States continue to build on their efforts and introduce laws to protect student data privacy.
For the fourth straight year, state legislatures have passed bills to protect student data privacy, bringing the total number of laws on the books to 74.
Lawmakers in 15 states approved 19 bills this year, slightly down from a high of 28 in 2015. The majority of these bills govern online school providers, increase transparency in state and local student data management, and add data protection responsibilities to school districts, according to a September analysis from the Data Quality Campaign, a national nonprofit focused on the use of student data.
This legislative trend started with a single bill passed in Oklahoma, the Student Data Accessibility, Transparency and Accountability Act of 2013. House Bill 1989 required the State Board of Education to publish a data inventory and dictionary of the types of student data it collected, create policies that govern data sharing and design a data security plan, among other actions.
The next year, state governors signed 26 student data privacy bills into law, kicking off a three-year sustained effort to tackle the issue. In September 2014, California Gov. Jerry Brown signed the landmark Student Online Personal Information Protection Act (SOPIPA), which imposed the toughest regulations yet on online service providers that accessed student data. This bill prohibited them from using student information to create a profile of K-12 students, target advertising to them, sell their information or disclose it for reasons not covered by the law. It also required operators to establish reasonable security measures to protect the information and delete the data upon a school or district's request.
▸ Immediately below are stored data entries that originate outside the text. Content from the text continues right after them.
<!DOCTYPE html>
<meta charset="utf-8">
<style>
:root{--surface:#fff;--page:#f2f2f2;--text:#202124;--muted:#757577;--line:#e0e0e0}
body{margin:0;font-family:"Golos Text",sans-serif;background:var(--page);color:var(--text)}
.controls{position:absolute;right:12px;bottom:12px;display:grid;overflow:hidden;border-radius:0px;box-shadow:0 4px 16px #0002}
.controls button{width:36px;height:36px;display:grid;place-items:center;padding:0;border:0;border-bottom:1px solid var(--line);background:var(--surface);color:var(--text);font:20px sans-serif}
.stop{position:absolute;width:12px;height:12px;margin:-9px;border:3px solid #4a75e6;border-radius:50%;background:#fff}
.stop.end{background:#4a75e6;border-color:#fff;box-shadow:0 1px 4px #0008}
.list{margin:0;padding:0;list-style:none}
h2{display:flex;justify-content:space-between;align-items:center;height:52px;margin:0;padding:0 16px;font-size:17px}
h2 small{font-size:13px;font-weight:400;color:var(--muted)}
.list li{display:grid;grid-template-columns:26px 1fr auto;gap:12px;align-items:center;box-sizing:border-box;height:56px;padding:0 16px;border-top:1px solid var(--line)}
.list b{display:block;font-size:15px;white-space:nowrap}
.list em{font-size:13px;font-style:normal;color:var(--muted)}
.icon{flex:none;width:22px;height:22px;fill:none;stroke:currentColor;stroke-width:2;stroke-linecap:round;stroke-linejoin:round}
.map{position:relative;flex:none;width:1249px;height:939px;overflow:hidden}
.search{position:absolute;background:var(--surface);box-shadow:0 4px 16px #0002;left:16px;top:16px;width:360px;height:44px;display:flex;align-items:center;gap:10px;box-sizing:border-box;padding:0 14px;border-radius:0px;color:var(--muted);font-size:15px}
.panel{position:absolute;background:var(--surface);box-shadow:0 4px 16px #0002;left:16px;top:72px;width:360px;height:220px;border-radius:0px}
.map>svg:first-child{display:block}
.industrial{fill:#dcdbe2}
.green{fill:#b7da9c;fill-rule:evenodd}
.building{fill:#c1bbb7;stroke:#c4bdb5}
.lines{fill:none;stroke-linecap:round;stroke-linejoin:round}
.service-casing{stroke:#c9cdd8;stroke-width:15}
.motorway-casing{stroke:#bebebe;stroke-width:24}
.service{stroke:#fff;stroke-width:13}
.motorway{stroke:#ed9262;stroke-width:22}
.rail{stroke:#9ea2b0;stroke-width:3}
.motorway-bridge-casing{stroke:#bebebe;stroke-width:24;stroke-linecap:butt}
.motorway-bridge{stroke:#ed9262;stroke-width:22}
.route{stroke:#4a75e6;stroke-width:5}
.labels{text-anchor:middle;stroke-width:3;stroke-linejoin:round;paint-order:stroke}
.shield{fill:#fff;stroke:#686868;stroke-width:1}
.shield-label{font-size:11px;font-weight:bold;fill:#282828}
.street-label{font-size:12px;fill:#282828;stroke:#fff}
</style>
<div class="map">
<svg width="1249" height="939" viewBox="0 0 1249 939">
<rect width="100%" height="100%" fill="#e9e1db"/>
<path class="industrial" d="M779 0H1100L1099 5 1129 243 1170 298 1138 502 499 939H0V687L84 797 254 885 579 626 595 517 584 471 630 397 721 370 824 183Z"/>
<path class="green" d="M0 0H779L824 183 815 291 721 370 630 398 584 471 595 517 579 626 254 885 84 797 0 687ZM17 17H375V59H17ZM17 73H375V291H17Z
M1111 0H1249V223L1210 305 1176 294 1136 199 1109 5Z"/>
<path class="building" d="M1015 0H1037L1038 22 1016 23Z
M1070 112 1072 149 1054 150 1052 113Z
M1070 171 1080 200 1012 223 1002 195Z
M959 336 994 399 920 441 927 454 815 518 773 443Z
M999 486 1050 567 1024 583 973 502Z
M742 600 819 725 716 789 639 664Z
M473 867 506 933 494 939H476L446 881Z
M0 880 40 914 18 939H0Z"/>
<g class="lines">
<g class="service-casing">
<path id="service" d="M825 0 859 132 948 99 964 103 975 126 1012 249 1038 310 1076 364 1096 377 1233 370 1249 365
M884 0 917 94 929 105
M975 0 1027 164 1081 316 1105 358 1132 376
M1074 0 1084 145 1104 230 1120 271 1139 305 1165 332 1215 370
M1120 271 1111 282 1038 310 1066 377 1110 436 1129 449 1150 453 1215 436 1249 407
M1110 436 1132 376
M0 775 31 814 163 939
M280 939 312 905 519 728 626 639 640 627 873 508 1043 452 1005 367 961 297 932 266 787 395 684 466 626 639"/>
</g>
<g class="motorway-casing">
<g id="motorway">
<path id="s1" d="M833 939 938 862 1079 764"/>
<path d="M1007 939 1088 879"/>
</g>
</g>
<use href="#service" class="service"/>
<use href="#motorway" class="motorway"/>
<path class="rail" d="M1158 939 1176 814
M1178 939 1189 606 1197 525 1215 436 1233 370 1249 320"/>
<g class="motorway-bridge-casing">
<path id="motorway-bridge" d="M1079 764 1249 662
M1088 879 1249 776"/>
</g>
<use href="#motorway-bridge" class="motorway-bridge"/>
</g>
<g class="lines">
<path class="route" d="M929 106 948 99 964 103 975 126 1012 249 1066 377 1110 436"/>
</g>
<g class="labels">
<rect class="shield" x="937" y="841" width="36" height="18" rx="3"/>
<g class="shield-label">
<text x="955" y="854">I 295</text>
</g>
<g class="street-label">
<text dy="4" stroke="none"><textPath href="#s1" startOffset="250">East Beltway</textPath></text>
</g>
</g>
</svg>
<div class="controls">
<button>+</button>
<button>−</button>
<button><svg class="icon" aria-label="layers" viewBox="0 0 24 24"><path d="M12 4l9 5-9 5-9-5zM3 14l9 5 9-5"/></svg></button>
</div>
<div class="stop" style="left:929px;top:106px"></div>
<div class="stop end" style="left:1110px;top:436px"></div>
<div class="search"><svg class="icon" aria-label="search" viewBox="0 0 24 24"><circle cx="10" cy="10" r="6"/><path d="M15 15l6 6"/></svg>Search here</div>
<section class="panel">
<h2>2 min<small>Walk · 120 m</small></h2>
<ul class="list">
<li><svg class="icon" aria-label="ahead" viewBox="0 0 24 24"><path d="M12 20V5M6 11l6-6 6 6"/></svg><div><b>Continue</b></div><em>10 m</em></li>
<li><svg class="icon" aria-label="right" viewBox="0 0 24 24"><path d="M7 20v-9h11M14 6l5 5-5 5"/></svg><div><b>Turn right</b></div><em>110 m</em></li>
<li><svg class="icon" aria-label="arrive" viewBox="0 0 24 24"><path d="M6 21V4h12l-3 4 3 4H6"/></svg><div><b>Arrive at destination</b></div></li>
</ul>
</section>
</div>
Since SOPIPA passed, states across the country have used it as a model to develop their own legislation over the last two years. This year alone, about seven state bills that governors signed into law incorporated some of its language and ideas. For example, California's Assembly Bill 2799 extended SOPIPA's provisions to govern preschool and pre-kindergarten data.
"Parents want to know that their kids are safe in whatever activity they're engaged in," said Paige Kowalski, executive vice president for the Data Quality Campaign. "Protection shouldn't kick in when you start kindergarten, nor should it end when you graduate high school."
Speaking of parents, Arizona and Utah passed bills this year that required local and regional education boards to receive written parental consent before they can administer personal surveys to students with non-academic questions about topics like mental health and medical history. Oklahoma law now calls for parental notice when student records are destroyed, and Connecticut requires local and regional education boards to notify parents electronically every time they sign a new contract with a company that will have access to student data.
Connecticut and Colorado both passed comprehensive legislation that states should pay attention to, privacy experts say.
"They're really fascinating models because you can tell that the legislators tried very hard to achieve this balance between privacy and allowing the use of data and technology," said Amelia Vance, director of education data and technology at the National Association of State Boards of Education.
Connecticut's bill requires local and regional boards of education to create contracts with any companies that they share data with and spells out what should be in them. It also includes provisions governing online service providers modeled on SOPIPA. But its notification provision could give parents a deluge of information that doesn't actually increase transparency of data use or parental rights, Vance said.
Colorado legislators also called for the Education Department and local education providers to post their data sharing agreements online along with a list of who has access to student data. It distinguishes between service providers that have contracts with a district and those that educators use individually without a contract.
In addition, the law orders education providers and service providers to share on their websites what student personally identifiable information they collect, how they use it and how it's shared. And the state department is required to create and update sample student information privacy and protection policies that schools need to adopt.
"On one hand, building up capacity is very important," Vance said. "Requiring that local and state agencies protect privacy is important. But without some sort of resources attached to a bill, it's very difficult if not impossible for state and local agencies to actually fulfill the privacy protections required."
Overall, with the exception of Vermont, every state and the District of Columbia has at least introduced student data privacy legislation. Three states — Arizona, Hawaii and Pennsylvania — passed their first law on the topic this year, according to the Data Quality Campaign's analysis.
But the actions won't make a difference if states and school districts don't train educators about how to protect student privacy. "I wouldn't want the security of their data to rest on assumptions that people will always use common sense," said Thomas Murray, director of innovation for Future Ready Schools at the Alliance for Excellent Education.
That's why it's important for training to happen consistently at the local level and to ensure teachers know where to find information about privacy policies and procedures, he said. Legislators explicitly included training in a number of states, including Colorado, Hawaii, Kansas, New Jersey, Rhode Island, West Virginia and Wyoming, Vance said.
Next year, policy watchers expect to see more laws that tackle student privacy across home and school, including school-issued laptops and social media accounts, Vance said. Nine states introduced legislation based on American Civil Liberties Union (ACLU) model language, but none of them have passed so far this year. The District of Columbia is still considering a bill with similar provisions, and the ACLU could introduce a revised version of its language next year.
"The biggest difference that I think is going to continue to have reverberations down the road is the new bills that focus on privacy beyond data," Vance said.